On peut ainsi non seulement identifier la cible de l’ironie, mais analyser la nature de la raillerie sans impliquer que l’ironisé doive nécessairement se laisser abuser par les prétentions de l’ironiste. L’analyse de Sperber et Wilson n’implique même pas que l’ironisé soit présenté comme susceptible d’avoir pu assumer à la lettre ce qui est exprimé dans l’énoncé. S’il peut arriver occasionnellement que l’ironiste se contente de reformuler mot pour mot le discours auquel il fait écho, s’il n’est pas exclu que l’ironisé prenne parfois même au sérieux les prétentions de l’ironiste, le procédé de la raillerie n’impose nullement que de telles conditions soient satisfaites. L’exemple précédent fait apparaître que l’ironie d’Yvonne ne consiste ni à présenter Léo comme susceptible de prendre au sérieux ses prétentions énonciatives et communicatives, ni même à reproduire mot pour mot ses propos antérieurs où il n’était pas question, comme elle le précise, de maniaques et de fous mais seulement d’une roulotte.
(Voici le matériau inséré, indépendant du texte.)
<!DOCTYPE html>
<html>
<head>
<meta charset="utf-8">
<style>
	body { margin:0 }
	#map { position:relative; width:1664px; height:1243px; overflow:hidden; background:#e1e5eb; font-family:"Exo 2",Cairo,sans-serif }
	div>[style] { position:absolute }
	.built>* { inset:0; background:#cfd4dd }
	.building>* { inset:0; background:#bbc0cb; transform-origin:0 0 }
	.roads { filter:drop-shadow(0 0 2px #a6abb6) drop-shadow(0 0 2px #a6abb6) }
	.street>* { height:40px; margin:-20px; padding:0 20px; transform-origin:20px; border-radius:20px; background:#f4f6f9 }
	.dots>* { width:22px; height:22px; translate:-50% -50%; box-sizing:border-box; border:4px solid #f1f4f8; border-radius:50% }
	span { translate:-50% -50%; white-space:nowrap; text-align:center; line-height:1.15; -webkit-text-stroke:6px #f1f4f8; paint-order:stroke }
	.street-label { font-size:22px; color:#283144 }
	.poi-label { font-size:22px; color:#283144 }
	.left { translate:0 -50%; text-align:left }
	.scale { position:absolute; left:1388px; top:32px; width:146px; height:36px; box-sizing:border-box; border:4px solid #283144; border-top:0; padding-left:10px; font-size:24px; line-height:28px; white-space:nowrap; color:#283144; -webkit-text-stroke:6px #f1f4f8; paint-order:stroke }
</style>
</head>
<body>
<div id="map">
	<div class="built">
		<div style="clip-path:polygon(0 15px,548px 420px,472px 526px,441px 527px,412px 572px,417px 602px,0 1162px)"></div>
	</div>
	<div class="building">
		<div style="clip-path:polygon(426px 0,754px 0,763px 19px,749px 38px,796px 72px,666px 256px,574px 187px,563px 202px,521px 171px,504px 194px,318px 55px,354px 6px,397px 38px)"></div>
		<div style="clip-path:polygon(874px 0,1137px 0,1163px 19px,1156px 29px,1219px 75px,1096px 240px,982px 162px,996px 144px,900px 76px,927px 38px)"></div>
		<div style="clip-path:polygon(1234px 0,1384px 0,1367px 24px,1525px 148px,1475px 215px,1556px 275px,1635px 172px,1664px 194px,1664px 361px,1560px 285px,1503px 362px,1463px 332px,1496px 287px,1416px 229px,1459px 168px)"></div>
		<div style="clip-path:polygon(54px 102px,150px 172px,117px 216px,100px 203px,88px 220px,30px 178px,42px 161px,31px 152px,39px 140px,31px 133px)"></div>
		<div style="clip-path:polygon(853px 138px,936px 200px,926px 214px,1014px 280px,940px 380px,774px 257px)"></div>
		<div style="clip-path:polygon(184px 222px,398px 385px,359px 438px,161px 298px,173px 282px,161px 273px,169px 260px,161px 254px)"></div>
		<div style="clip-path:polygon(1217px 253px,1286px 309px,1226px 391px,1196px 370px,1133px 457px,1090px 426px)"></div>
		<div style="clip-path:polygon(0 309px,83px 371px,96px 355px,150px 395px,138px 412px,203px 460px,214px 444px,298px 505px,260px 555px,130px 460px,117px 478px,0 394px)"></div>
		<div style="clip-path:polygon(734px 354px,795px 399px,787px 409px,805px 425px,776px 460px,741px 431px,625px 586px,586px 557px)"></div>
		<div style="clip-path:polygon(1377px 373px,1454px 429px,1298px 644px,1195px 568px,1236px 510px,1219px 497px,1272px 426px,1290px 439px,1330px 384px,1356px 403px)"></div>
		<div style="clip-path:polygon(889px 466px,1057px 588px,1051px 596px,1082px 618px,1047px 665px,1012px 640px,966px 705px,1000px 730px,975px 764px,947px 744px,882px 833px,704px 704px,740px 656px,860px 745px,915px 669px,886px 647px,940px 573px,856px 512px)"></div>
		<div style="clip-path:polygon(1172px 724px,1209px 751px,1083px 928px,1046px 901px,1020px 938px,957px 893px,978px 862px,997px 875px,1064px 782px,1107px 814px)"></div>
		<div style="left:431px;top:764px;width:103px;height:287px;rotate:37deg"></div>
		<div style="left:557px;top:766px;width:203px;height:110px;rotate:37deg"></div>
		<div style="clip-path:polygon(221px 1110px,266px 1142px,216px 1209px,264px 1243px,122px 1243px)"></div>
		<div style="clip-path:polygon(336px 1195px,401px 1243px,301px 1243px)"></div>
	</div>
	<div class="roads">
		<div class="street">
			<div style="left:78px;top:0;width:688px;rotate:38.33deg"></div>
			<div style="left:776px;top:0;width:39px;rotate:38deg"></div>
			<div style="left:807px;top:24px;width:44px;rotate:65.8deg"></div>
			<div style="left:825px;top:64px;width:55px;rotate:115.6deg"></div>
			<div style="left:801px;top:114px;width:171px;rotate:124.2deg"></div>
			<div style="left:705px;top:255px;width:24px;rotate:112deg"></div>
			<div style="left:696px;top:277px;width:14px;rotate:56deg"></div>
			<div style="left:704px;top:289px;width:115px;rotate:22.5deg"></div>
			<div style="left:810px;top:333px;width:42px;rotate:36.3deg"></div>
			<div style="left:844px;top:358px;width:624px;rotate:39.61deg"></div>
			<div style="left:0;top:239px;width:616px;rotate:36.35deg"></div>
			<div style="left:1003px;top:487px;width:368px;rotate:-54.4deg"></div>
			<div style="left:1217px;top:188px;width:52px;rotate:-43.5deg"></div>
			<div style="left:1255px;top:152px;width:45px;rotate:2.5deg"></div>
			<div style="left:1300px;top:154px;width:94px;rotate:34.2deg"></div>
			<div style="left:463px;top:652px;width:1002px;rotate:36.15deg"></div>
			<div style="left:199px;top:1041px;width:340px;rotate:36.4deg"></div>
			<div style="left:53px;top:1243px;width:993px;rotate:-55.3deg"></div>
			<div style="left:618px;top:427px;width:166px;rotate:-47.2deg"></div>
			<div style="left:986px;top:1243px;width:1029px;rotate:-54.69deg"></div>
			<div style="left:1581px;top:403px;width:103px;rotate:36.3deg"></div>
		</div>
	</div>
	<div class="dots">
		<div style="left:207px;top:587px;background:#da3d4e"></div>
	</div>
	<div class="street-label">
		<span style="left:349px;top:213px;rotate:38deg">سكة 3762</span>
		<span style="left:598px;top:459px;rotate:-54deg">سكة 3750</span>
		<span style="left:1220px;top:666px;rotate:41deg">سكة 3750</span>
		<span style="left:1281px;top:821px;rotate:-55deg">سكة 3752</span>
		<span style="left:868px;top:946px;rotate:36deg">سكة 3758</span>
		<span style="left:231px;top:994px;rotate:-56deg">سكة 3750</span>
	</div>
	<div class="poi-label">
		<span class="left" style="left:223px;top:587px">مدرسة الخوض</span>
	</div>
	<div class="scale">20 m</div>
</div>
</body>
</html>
Léo confirme dans sa réponse que si elle est visée par l’ironie d’Yvonne, c’est seulement par le biais d’une allusion très indirecte à ses propos antérieurs.
Il n’est pas inutile de préciser que pour faire ressortir le caractère potentiellement indirect de la mention en général et donc de la mention ironique en particulier, Sperber et Wilson (1989) ont élaboré récemment la notion d’«usage interprétatif ». Plutôt que de parler d’«emploi » et de « mention », Sperber et Wilson parlent aujourd’hui d’«usage descriptif » et d’«usage interprétatif » d’une forme propositionnelle, selon que le locuteur cherche à représenter le monde et à communiquer ce qu’il exprime ou au contraire à « interpréter » plus ou moins fidèlement une pensée ou un propos qu’il prend pour objet de ce qu’il cherche à communiquer. Dans le second cas, le locuteur n’est aucunement tenu de reproduire à la lettre ce qu’a dit ou pensé autrui. Il suffit que ce qu’il exprime entretienne une relation de ressemblance propositionnelle plus ou moins marquée à l’égard de ce qui est supposé avoir été dit ou pensé, qu’il partage un certain nombre d’effets contextuels avec le discours ou le point de vue d’autrui, pour que l’usage interprétatif d’une forme propositionnelle puisse être envisagé[1]Sperber et Wilson parlent maintenant d”«interprétation au second degré » (1989, 356) pour désigner ce qu’ils entendaient précédemment par « mention ». Pour bien saisir ce dernier point, il faut se reporter supra, au chapitre 1, où il est précisé que fondamentalement, selon Sperber et Wilson, n’importe quel énoncé est une « interprétation » plus ou moins fidèle, plus ou moins « littérale », d’une pensée du locuteur. En vertu du principe de pertinence, le locuteur est de toute façon amené à « interpréter » sa propre pensée en explicitant une proposition qui « ressemble » … Continue reading. Pour plus de simplicité terminologique — et en particulier pour ne pas créer de confusion autour de la notion d’interprétation, réservée jusqu’ici à l’interprète — je continuerai à parler de « mention » plutôt que d’«usage interprétatif d’une forme propositionnelle », étant entendu que les faits de mention auxquels Sperber et Wilson assimilent l’ironie sont généralement plus ou moins indirects. Ainsi dans l’exemple suivant l’ironie d’Acaste évolue progressivement vers des reformulations de plus en plus indirectes des propos de Clitandre (Tu te flattes, mon cher, et t’aveugles toi-même) :
(53) Clitandre : Tu penses donc, Marquis, être fort bien ici ?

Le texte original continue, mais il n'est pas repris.